One of the darkest days in NBA history happened 19 years ago today, in Detroit, and put the entire league, and specifically two midwest teams, in the spotlight for all the wrong reasons.

It was a violent outburst that resulted in multiple injuries, fines, suspensions, and bans in the sporting world. It came with added rules in the NBA, and an increased attention in safety for the fans and players. At the time, they saw it as a violent night. We know it as "The Malice in the Palace."

I remember, Nov. 19, 2004 as a Friday night while I was in college. We were all prepping to leave for Thanksgiving the next week, but it didn't stop us from heading out to some friends' houses to drink a little and watch some basketball.

As the night carried on, I very distinctly remember looking at the TV, and seeing the replay of what had happened on SportsCenter as it was coming on the air. I couldn't believe it, and didn't even think it was from an NBA game. I thought it was some overseas league video.

The Malice

It all started with less than a minute left in the game. The Indiana Pacers were leading the Pistons 97-82, and Ben Wallace had just attempted a layup, but was fouled from behind by Ron Artest.

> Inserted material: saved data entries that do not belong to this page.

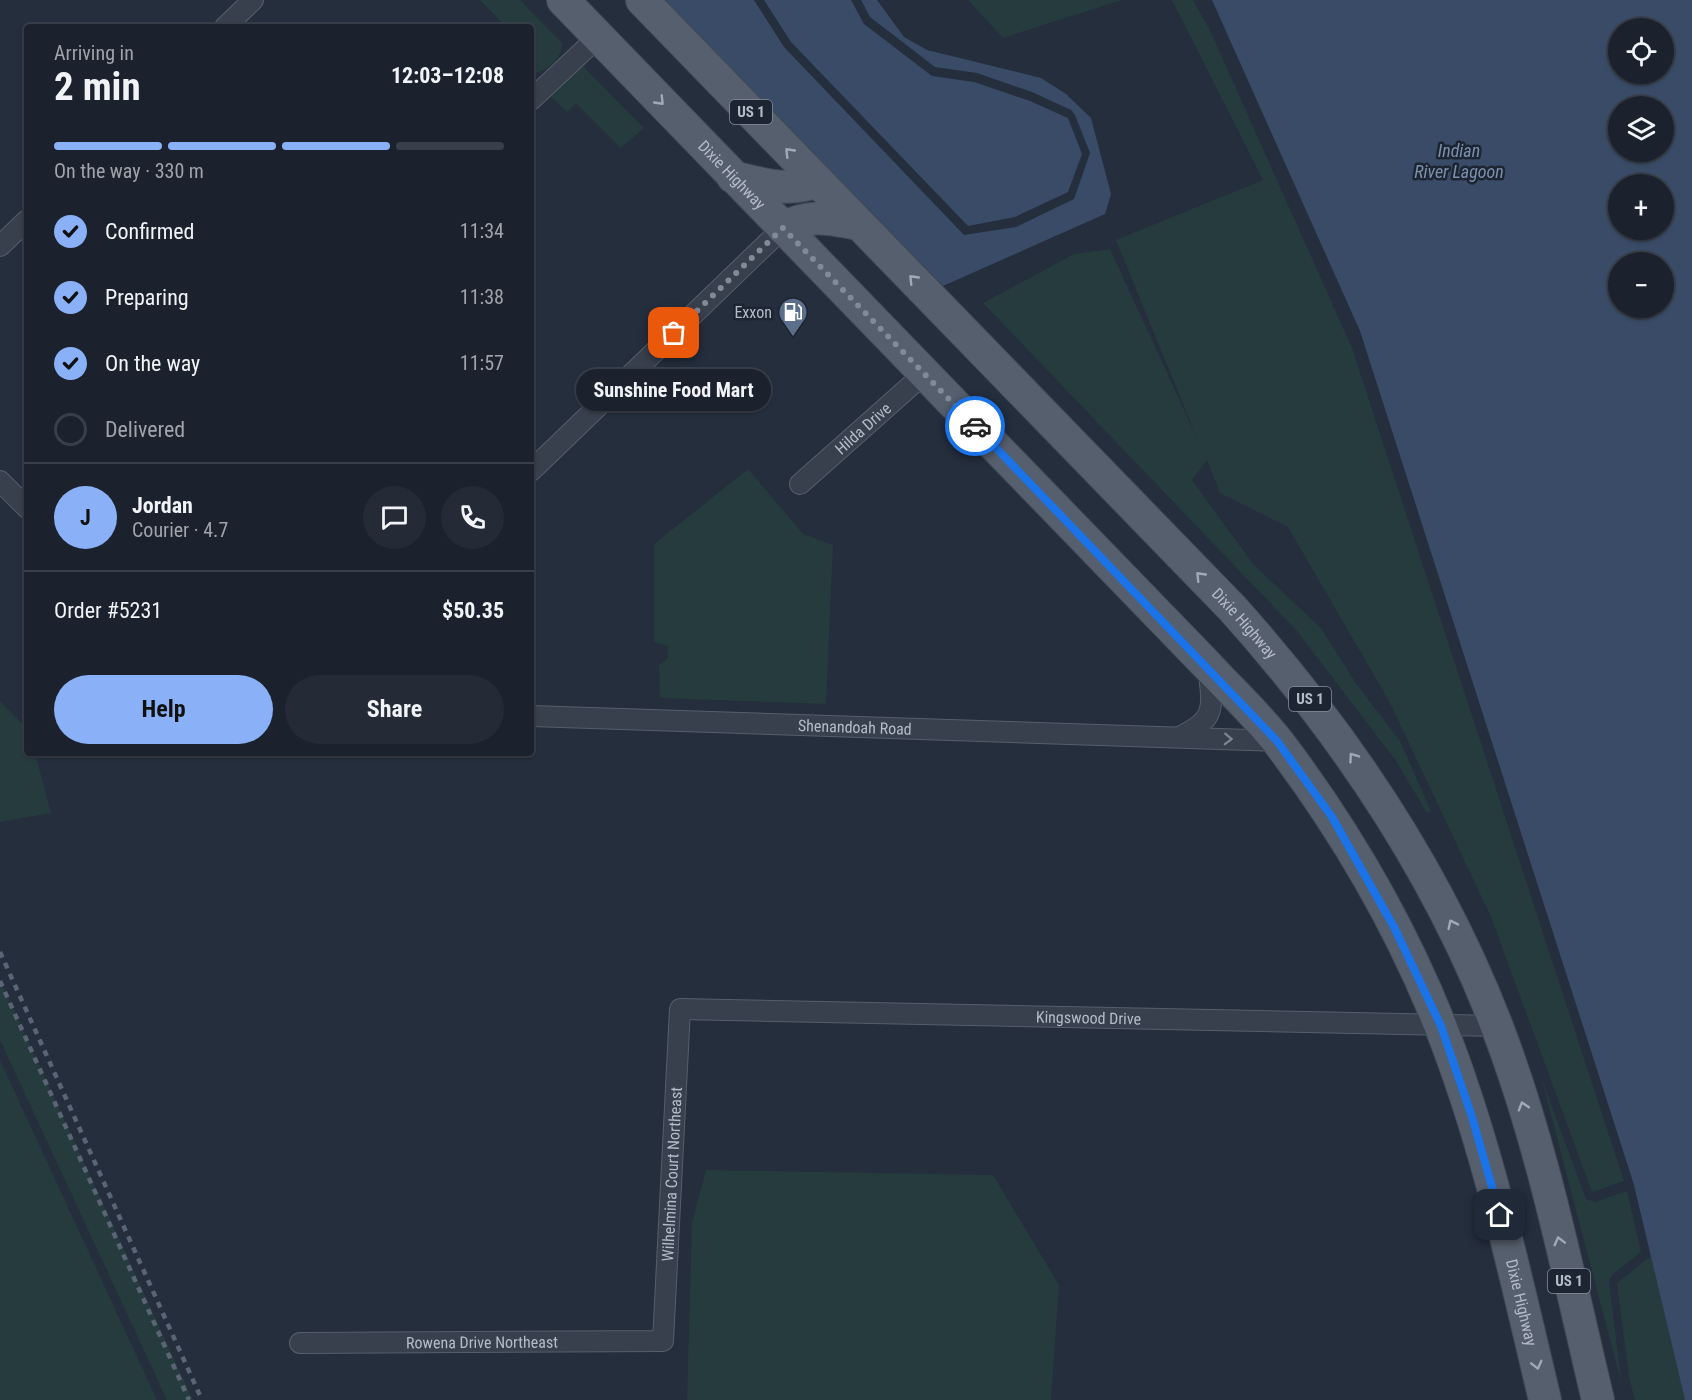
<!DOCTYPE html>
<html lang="en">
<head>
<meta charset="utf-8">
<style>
  :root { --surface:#1b222e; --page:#242a36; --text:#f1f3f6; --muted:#a0a4aa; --line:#393f4a; --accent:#8ab1f7 }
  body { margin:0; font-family:"Roboto Condensed",sans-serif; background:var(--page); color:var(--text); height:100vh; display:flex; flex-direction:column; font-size:22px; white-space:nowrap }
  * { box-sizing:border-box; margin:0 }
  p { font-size:20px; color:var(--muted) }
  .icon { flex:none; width:33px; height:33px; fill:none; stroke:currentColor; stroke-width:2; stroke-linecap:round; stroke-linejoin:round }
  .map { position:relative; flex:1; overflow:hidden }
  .details { position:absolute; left:24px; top:24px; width:510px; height:732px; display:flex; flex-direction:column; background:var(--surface); border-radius:6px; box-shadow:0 2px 4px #0004,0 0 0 2px var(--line) }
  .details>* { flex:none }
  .controls { position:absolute; left:1608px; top:18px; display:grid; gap:12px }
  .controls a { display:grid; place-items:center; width:66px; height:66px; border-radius:50%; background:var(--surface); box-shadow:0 2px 4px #0004,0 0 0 2px var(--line); font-size:30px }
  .pin { position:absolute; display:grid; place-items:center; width:51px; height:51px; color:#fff; margin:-26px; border-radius:12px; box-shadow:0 3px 9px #0006 }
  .courier { position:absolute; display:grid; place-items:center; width:60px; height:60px; margin:-30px; border:4px solid #1a73e8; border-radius:50%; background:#fff; color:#222; box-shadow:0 2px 8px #0007 }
  .bubble { position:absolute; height:42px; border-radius:21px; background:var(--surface); box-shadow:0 2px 4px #0004,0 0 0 2px var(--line); font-size:20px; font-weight:700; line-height:42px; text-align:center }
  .summary em { font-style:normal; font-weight:700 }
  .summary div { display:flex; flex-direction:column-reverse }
  .summary { display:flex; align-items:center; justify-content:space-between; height:102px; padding:0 30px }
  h1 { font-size:39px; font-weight:700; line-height:45px }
  .bar { display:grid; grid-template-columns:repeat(4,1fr); gap:9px 6px; align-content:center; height:72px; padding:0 30px }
  .bar i { height:8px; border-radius:4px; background:var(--line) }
  .bar .on { background:var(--accent) }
  .bar p { grid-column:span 4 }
  .line { display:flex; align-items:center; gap:15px; padding:0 30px; border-top:2px solid var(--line) }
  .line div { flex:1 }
  .round { display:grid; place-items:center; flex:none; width:63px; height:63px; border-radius:32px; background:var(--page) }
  ol { padding:0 30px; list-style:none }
  li { display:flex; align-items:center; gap:18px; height:66px }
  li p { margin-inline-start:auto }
  li .icon { padding:6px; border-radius:50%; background:var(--accent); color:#111; stroke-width:4 }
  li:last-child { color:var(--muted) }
  li i { width:33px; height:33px; border:3px solid var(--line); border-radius:50% }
  .cta { display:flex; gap:12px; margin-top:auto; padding:12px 30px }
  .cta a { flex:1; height:69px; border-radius:36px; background:var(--accent); color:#111; font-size:24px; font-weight:700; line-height:69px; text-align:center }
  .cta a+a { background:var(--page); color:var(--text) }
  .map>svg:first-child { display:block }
</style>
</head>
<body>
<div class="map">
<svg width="1692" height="1400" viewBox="0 0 1692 1400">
  <rect width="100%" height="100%" fill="#242e3d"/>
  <g fill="#263b3e">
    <path d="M480 0H520L562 43C563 59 545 73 531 74V27H506Z"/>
    <path d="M968 0H1122L1003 38Z"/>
    <path d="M1172 0H1193L1209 28 1352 348 1624 1181 1592 1192 1491 917 1389 701 1288 527 1220 493 1207 460 1192 480 1253 564 1321 628 1355 682 1400 741 1431 811 1427 813 1396 761 1297 631 983 303 1074 254 1110 249 1197 438 1116 240 1263 180Z"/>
    <path d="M584 67 644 128 621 148 576 103 567 112 547 93 574 69Z"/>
    <path d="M748 469 803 534 833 545 826 704 660 698 659 665 668 658V646L654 642V544Z"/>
    <path d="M0 701 27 729V753H35L51 813 0 822Z"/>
    <path d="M0 980 193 1400H167L0 1040Z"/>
    <path d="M0 1060 157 1400H0Z"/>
    <path d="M1541 1077 1586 1199 1595 1202 1627 1191 1641 1252 1612 1275 1609 1281 1621 1379 1626 1400Z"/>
    <path d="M706 1170 993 1175 1059 1285 1051 1400H687L692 1223Z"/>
    <path d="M1651 1256 1685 1400H1635L1629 1377 1617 1283Z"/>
  </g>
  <g fill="#394b66" fill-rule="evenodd">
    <path d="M663 0H754L784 47 964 235 1016 227 1074 199 1090 153 1075 115 1071 110 1032 92 977 73 935 67 870 17 861 0H877L904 37 927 50 1041 78 1066 94 1091 118 1111 194 1105 214 943 286Z"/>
    <path d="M764 0H851L864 24 932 76 974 82 1030 101 1068 118 1082 154 1068 192 1015 217 968 226 791 42Z"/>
    <path d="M1212 0H1692V1400H1685L1634 1185 1360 331ZM1618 28H1664V74H1618ZM1618 106H1664V152H1618ZM1664 184V230H1618V184ZM1618 262H1664V308H1618Z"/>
  </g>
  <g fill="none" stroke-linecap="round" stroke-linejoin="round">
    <g stroke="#565e6b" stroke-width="22">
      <g id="street">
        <path d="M225 27 253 0"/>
        <path d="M531 100 598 37"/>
        <path d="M0 246 27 220"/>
        <path d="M531 471 783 228"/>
        <path d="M0 481 27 508"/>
        <path id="s1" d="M800 484 925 373"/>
        <path id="s2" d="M531 716 1277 741"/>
        <path d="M1179 737C1219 719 1212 705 1208 666"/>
        <path id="s3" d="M300 1343 663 1341 680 1009 1497 1026"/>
      </g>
    </g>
    <g stroke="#414956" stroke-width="34">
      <g id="primary">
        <path id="s4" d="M563 0 1208 666C1232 692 1258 716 1279 743 1344 829 1400 925 1440 1025 1488 1146 1515 1275 1545 1400"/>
        <path id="s5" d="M642 0 1233 609C1344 733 1436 869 1496 1024 1543 1145 1568 1275 1598 1400"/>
        <path d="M733 177C763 184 788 193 818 181"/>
        <path d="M783 228C812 213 829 219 859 224"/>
      </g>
    </g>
    <use href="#street" stroke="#38404d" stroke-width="20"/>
    <use href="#primary" stroke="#565f6d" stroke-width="32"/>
    <g stroke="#5a6474" stroke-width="4.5" stroke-dasharray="6 6" stroke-linecap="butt">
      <path d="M0 952 202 1400"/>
      <path d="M0 981 189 1400"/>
    </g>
  </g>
  <defs><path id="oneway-chevron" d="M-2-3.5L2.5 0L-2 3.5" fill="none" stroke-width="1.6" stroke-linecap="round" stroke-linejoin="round" transform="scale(1.5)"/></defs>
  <g stroke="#a1a9b7">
    <use href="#oneway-chevron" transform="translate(660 101) rotate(46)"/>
    <use href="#oneway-chevron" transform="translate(789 152) rotate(-134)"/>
    <use href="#oneway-chevron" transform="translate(913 279) rotate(-134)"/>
    <use href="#oneway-chevron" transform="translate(1200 576) rotate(-134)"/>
    <use href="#oneway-chevron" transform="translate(1353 757) rotate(-125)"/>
    <use href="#oneway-chevron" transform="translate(1452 924) rotate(-116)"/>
    <use href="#oneway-chevron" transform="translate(1523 1106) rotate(-107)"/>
    <use href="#oneway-chevron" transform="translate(1559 1241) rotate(-104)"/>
    <use href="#oneway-chevron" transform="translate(1537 1365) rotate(76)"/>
  </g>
  <use stroke="#7c8491" href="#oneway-chevron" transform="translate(1228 739) rotate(2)"/>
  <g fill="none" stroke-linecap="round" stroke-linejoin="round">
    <path stroke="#828a98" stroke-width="6" stroke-dasharray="0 10.8" d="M674 333 783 228 975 426"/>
    <path stroke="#1a73e8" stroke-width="8" d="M975 426 1277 741 1332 817 1394 927 1441 1026 1472 1117 1500 1215"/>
  </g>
  <defs>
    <g id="fuel-pin" transform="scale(1.5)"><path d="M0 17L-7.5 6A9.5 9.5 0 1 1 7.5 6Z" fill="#5c6f8a" stroke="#1d2532"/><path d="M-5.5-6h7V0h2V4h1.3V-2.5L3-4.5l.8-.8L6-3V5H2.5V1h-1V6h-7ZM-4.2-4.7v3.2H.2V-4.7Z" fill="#fff"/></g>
  </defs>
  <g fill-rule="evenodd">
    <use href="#fuel-pin" x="793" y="312"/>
  </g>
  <g text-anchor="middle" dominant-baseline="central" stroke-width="5" stroke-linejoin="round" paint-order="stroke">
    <g fill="#1d2532" stroke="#878e9c" stroke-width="1.5">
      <rect x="730" y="100" width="42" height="24" rx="4.5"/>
      <rect x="1289" y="687" width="42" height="24" rx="4.5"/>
      <rect x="1548" y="1269" width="42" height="24" rx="4.5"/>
    </g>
    <g font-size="15" font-weight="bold" fill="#b4bbc9">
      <text x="751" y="112">US 1</text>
      <text x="1310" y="699">US 1</text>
      <text x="1569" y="1281">US 1</text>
    </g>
    <g font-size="16" fill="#b4bbc9" stroke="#1d2532">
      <text stroke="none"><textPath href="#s4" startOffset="243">Dixie Highway</textPath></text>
      <text stroke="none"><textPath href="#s1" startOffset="84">Hilda Drive</textPath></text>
      <text stroke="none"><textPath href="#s5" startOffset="867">Dixie Highway</textPath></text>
      <text stroke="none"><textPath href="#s2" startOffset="324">Shenandoah Road</textPath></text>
      <text stroke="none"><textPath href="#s3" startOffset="1104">Kingswood Drive</textPath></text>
      <text stroke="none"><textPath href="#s3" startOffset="530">Wilhelmina Court Northeast</textPath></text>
      <text stroke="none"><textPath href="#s4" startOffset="1647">Dixie Highway</textPath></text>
      <text stroke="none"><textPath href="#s3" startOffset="182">Rowena Drive Northeast</textPath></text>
    </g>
    <g font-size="16" fill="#b4bbc9" stroke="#1d2532" text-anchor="end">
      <text x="772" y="312">Exxon</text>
    </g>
    <g font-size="18" font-style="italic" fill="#7c90b0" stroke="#1d2532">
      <text x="1459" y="150">Indian<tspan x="1459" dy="21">River Lagoon</tspan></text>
    </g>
  </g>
</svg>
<div class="controls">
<a><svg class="icon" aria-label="locate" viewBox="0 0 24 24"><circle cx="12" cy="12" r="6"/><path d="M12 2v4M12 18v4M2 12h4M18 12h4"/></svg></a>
<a><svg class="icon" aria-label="layers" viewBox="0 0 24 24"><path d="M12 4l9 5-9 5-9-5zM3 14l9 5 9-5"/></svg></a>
<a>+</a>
<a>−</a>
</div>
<div class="pin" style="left:674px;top:333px;background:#ea580c"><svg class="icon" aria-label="bag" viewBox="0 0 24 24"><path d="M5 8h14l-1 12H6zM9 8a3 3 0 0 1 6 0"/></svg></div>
<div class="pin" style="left:1500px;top:1215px;background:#1f2937"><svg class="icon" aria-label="home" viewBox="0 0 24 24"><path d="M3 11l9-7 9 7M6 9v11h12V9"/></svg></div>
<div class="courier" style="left:975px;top:426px"><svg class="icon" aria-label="car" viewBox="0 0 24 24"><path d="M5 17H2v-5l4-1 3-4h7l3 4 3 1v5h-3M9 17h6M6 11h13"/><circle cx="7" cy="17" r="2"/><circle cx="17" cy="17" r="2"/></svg></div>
<div class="bubble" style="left:576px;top:369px;width:195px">Sunshine Food Mart</div>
<section class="details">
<div class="summary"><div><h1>2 min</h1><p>Arriving in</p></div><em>12:03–12:08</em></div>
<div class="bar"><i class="on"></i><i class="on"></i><i class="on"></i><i></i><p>On the way · 330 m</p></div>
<ol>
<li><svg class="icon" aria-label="check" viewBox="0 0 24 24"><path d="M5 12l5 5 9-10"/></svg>Confirmed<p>11:34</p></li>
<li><svg class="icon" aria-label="check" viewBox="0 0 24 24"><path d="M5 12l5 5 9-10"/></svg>Preparing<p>11:38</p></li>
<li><svg class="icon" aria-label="check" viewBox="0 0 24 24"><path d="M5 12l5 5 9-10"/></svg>On the way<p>11:57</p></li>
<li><i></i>Delivered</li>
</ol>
<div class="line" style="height:108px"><b class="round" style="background:var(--accent);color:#111">J</b><div><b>Jordan</b><p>Courier · 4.7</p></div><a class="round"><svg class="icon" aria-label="chat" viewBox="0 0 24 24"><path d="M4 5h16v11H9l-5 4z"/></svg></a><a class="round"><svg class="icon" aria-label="phone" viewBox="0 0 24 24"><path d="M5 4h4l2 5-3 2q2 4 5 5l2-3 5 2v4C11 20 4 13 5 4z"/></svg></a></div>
<div class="line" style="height:78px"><div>Order #5231</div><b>$50.35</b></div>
<div class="cta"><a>Help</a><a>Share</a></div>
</section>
</div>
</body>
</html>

Wallace, already hot that Detroit was behind, turned, and shoved Artest.

The benches cleared, and during the scrum, Artest was separated from the Pistons sideline. In fact, he chose to relax, and laid down on the announcer's table while things were sorted out. For a moment, it seemed like things had subsided.

But then, November 19th, 2004 would forever change the shape of the NBA... all from a blue plastic cup.


While laying on the table, Artist was hit with a drink that a fan threw at him. That was enough for him to snap, and jumped up, on the announce table, and into the stands to chase after a fan. The big problem was, though, it was the wrong fan. But the damage had been done.

As Artest started violently attacking fans, looking for the person who threw the drink at him, he began to get hit from behind. His teammate, Stephen Jackson, followed Artest into the stands and started swinging on fans as well. In a later 30 for 30 documentary, he said he only went into the stands to defend and protect his teammate.

At this point, chaos had erupted just past the announcers table in the stands. Teammates were trying to drag Jackson and Artest out of the stands. Fans were throwing punches at the players, and continued throwing drinks at them.

But even once the players all got back on the court, the mayhem wasn't finished. A Pistons fan approached Artest on the court, at which point, he cold-cocked him in the face. MORE fans rushed the court to fight Artest, Jackson, and other members of the Pistons Squad. Pacers teammate Anthony Johnson struck one of the fans who also tried to confront Artest as he was leaving the court.

The Pacers players had to literally be dragged off the court, under cover of playbooks and jackets as fans pelted them with food, drinks, and other objects.

The Fallout

Multiple players for both Detroit and Indiana were given punishments. Ron Artest was banned for the remainder of the season, and fined nearly $5 million. Stephen Jackson was suspended for 30 games, and paid $1.75 million in fines. Jermaine O'Neal, who was also caught on camera punching a fan in the jaw, received a 15 game suspension, dropped from 25 games after an appeal, and paid more than $4 million in fines.

Other players suspended included the Pistons' Anthony Johnson, and Reggie Miller, who wasn't even playing in the game that night, but was involved in some of the violence. Also, Ben Wallace, Chauncey Billups, Derrick Coleman, and Elden Campbell were fined and suspended for as many as six games.

Multiple legal charges were filed against individual players, Palace Sports and Entertainment, and other organizations in charge of the event.

Following the incident, the NBA immediately increased protection of players and arenas, and reminded players of the existing security procedures. It also changed for the fans. No drink was to exceed 24 US fl oz for alcohol, no more than two beverages per person, and the discontinuation of alcohol sales after the third quarter.

The league also began requiring at least three security guards between players and the fans.

It was a dark day for professional sports in general, but especially for Artest, Jackson, and the FANS in Detroit, who were also blamed for their actions that antagonized players on the Indiana bench.

Since then, no incident even remotely similar has happened... thankfully.